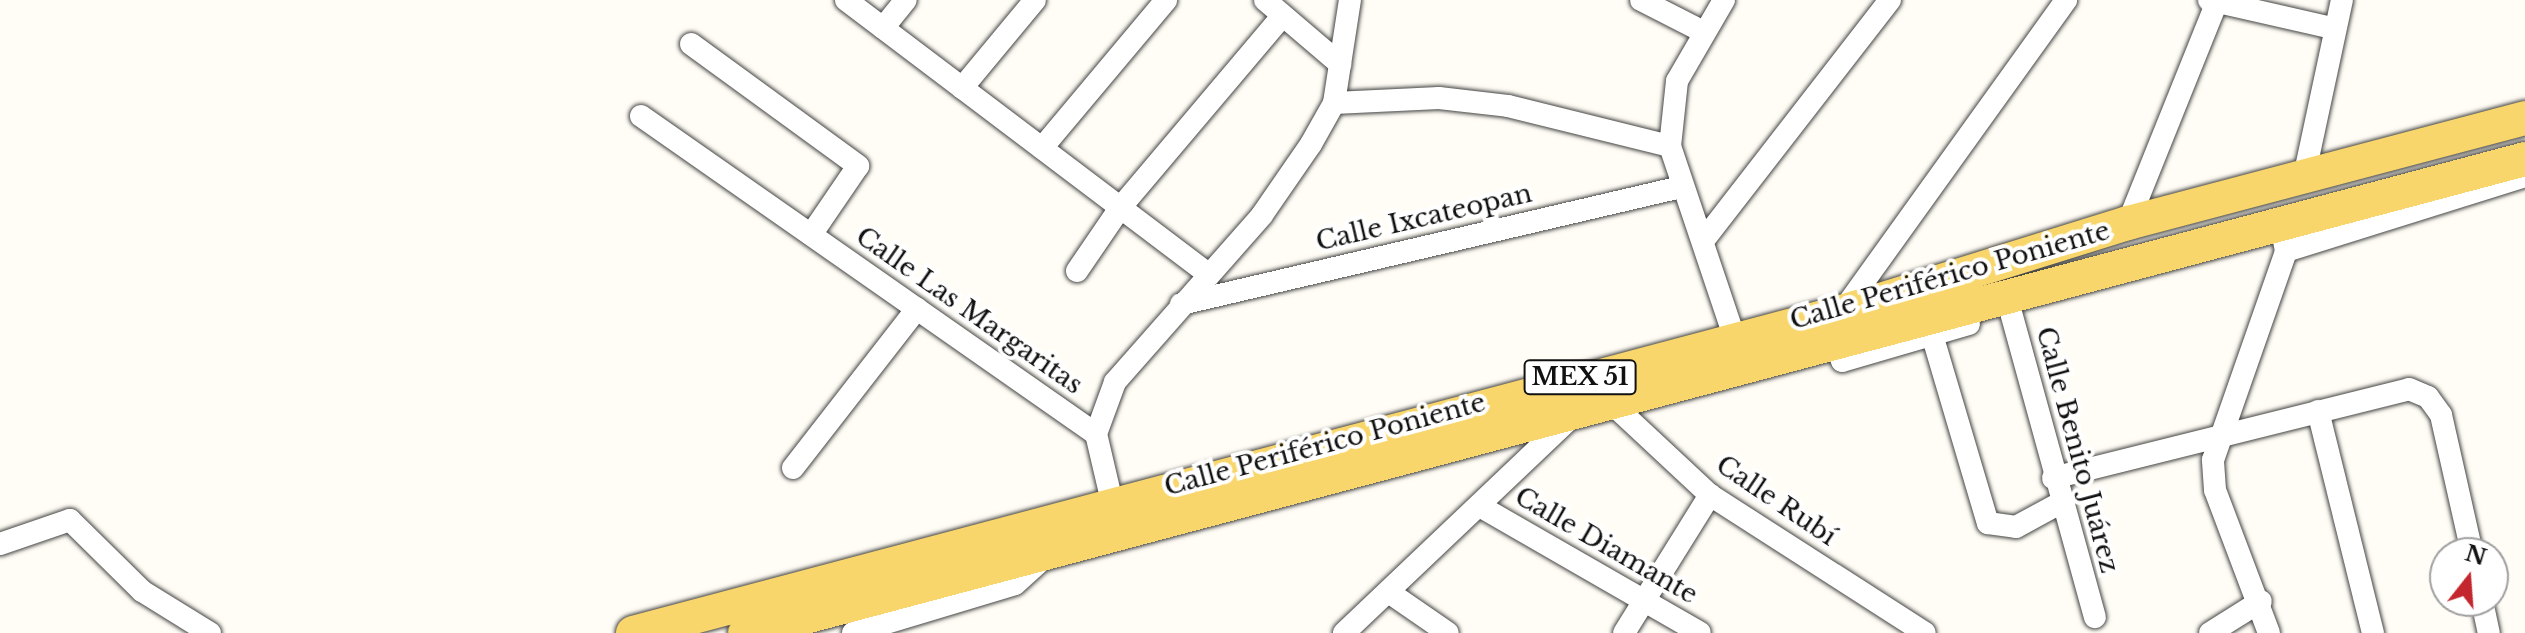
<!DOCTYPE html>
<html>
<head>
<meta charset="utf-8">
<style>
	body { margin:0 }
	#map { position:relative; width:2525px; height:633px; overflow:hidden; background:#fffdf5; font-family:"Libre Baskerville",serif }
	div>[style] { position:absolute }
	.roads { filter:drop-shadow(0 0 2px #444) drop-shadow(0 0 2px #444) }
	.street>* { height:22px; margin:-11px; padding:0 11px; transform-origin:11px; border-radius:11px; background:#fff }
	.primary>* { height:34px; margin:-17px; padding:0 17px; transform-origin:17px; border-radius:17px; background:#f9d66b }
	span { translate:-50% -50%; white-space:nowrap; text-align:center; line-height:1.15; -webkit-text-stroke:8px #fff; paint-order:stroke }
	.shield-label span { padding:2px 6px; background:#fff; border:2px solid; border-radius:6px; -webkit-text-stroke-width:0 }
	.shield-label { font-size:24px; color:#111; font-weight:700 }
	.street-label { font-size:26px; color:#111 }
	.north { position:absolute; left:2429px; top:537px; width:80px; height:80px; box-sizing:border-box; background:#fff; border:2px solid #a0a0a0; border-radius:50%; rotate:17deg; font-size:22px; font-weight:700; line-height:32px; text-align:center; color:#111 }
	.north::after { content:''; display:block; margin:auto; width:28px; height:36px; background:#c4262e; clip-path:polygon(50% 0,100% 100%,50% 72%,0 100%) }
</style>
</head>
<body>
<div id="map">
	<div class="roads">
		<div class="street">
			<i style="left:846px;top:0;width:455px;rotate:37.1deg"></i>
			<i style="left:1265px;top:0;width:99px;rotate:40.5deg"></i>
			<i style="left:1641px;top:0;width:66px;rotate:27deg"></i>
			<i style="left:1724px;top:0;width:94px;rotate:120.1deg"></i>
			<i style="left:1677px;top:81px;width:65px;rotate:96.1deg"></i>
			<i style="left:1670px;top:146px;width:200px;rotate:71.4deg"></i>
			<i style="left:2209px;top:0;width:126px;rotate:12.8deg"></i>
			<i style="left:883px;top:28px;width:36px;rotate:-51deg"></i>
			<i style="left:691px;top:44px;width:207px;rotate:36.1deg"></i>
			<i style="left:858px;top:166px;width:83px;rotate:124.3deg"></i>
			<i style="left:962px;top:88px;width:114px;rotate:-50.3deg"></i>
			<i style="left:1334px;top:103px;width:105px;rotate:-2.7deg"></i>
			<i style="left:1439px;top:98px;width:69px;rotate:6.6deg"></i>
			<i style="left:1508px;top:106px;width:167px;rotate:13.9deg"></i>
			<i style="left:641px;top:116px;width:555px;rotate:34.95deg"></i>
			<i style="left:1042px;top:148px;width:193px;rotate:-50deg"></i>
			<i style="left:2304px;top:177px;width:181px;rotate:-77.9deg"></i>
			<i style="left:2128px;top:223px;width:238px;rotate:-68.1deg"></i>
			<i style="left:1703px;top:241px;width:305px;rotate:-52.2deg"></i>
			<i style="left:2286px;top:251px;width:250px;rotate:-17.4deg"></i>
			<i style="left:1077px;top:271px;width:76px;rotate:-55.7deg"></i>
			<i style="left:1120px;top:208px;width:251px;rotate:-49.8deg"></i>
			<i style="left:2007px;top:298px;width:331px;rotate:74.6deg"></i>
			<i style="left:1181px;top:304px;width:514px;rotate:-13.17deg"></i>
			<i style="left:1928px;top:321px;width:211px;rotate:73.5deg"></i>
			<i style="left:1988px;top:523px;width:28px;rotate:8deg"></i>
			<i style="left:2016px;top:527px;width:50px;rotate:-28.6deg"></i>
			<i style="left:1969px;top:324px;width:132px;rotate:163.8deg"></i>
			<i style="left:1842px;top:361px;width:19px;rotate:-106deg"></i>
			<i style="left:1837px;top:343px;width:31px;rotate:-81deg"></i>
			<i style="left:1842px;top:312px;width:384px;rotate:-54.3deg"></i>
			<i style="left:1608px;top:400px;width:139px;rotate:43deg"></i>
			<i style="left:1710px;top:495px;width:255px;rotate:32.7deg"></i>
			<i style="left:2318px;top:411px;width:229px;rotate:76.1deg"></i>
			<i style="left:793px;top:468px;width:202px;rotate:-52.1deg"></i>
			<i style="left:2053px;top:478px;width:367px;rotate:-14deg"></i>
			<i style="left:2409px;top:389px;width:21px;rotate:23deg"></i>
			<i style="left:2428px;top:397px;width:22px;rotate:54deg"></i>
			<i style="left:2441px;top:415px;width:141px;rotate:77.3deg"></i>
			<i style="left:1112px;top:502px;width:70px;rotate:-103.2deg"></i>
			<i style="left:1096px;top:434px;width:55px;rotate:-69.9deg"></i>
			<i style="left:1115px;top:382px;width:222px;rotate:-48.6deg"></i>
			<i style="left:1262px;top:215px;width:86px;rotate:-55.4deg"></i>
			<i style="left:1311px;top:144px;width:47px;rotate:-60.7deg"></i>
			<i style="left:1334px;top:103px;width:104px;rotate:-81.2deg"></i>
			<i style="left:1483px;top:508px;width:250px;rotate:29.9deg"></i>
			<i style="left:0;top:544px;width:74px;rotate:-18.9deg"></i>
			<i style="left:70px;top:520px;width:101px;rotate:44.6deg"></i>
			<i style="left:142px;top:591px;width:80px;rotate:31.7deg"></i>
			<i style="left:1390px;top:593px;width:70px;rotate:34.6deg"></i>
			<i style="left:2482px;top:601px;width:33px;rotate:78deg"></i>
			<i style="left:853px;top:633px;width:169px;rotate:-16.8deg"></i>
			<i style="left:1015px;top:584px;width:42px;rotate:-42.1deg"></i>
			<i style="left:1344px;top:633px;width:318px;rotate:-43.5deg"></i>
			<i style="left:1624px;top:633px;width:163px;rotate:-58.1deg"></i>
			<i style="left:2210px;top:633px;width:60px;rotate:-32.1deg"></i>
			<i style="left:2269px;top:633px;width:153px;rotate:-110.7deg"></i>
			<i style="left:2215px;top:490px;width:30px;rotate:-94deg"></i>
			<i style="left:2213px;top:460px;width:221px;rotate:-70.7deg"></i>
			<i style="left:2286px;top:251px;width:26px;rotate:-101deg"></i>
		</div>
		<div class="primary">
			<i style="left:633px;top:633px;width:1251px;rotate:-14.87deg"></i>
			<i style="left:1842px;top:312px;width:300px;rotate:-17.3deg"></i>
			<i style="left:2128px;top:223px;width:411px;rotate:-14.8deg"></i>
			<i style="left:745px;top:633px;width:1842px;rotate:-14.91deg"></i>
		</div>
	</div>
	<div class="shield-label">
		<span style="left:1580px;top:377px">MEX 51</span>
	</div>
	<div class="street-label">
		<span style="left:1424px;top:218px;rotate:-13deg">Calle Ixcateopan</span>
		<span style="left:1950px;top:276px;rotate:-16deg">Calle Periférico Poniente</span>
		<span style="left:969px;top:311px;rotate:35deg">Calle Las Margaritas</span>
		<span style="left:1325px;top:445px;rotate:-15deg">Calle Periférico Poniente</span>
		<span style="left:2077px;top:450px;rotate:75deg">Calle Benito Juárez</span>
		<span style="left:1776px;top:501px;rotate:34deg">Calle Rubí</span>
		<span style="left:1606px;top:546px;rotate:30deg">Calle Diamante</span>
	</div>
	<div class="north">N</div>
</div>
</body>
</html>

### [WORK TO COMPLETE]
Leave out the pictures. Return exactly the lines from the first line of the records to the line bearing "filter:drop-shadow(0 0 2px", inclusive.

### [ANSWER BELOW]
<!DOCTYPE html>
<html>
<head>
<meta charset="utf-8">
<style>
	body { margin:0 }
	#map { position:relative; width:2525px; height:633px; overflow:hidden; background:#fffdf5; font-family:"Libre Baskerville",serif }
	div>[style] { position:absolute }
	.roads { filter:drop-shadow(0 0 2px #444) drop-shadow(0 0 2px #444) }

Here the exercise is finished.